[Task details]: Retrieve every line from the records in which the word "Chemin" occurs.

[Records to use]:
□ □ □ □ □

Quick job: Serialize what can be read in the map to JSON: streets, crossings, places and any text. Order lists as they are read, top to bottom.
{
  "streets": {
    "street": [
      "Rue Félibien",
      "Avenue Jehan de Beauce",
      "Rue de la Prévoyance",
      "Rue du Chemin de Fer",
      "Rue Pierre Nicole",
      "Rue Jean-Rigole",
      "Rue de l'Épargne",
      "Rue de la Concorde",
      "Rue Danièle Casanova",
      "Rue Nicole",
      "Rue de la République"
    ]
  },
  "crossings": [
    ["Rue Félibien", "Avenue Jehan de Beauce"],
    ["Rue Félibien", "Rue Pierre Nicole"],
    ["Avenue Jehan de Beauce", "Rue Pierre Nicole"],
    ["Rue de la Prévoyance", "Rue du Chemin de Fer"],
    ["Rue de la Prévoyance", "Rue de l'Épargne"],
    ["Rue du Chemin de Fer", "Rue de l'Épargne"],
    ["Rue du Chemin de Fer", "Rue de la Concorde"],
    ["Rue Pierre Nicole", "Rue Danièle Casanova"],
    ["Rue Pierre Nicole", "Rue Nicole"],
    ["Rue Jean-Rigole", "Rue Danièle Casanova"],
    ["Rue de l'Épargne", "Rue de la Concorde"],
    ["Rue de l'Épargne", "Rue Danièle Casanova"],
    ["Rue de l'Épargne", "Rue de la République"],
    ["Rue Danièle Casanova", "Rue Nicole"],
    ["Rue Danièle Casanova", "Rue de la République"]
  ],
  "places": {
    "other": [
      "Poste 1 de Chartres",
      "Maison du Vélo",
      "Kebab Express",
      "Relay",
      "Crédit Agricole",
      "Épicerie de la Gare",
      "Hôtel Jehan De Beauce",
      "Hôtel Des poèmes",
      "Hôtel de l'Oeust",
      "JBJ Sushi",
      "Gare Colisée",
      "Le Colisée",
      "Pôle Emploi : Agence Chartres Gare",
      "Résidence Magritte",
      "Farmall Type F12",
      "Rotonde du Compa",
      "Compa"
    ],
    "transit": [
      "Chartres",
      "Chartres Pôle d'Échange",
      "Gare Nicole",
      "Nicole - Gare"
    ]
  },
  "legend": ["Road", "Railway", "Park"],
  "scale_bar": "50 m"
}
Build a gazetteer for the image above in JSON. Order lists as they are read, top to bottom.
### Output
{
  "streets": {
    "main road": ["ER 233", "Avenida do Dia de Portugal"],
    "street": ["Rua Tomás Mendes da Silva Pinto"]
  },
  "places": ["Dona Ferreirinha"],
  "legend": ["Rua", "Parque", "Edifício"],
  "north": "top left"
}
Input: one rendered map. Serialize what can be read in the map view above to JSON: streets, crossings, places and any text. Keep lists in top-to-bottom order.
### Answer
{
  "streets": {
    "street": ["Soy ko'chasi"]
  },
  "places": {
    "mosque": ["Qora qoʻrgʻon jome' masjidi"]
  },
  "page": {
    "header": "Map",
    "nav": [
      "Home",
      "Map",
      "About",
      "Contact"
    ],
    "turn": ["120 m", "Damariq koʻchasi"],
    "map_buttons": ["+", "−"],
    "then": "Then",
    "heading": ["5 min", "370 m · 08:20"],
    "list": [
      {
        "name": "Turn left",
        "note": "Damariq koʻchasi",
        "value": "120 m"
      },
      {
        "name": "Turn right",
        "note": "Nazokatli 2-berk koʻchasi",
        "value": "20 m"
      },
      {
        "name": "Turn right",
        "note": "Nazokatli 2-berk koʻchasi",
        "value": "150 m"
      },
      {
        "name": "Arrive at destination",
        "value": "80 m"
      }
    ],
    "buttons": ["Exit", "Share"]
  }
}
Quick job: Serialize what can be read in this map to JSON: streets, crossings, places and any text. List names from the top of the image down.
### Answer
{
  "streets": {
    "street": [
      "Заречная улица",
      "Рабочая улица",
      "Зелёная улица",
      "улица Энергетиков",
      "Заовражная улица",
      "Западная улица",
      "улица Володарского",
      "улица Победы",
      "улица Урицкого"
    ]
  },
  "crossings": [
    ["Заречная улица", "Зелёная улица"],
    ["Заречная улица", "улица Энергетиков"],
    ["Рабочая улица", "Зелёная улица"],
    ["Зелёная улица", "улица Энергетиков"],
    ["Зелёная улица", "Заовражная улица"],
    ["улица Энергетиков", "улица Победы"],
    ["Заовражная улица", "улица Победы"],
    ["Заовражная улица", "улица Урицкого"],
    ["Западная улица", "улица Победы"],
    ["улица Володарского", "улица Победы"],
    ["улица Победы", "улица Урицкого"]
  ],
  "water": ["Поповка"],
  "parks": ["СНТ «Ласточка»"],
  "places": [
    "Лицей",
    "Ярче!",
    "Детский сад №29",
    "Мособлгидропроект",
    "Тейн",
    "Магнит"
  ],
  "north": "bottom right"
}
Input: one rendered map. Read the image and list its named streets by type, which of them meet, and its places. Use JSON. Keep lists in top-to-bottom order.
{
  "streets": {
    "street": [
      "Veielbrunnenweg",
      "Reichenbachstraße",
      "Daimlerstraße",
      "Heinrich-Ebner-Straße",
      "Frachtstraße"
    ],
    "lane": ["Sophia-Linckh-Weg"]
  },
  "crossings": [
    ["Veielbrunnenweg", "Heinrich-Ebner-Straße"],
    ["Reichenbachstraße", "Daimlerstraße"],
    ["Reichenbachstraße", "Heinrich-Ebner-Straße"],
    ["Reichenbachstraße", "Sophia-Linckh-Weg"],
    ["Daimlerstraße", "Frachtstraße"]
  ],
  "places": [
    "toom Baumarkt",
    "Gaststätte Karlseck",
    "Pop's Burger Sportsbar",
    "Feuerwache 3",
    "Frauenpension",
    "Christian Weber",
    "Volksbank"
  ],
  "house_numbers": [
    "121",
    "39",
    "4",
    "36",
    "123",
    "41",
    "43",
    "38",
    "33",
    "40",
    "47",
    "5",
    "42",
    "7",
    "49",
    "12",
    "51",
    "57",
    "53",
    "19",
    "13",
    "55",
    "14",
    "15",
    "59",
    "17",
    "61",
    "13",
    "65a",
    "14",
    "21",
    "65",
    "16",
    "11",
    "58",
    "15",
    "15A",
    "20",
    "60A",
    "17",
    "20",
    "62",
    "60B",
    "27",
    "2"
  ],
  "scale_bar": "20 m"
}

□ □ □ □ □

[Exercise solution]:
      "Rue du Chemin de Fer",
    ["Rue de la Prévoyance", "Rue du Chemin de Fer"],
    ["Rue du Chemin de Fer", "Rue de l'Épargne"],
    ["Rue du Chemin de Fer", "Rue de la Concorde"],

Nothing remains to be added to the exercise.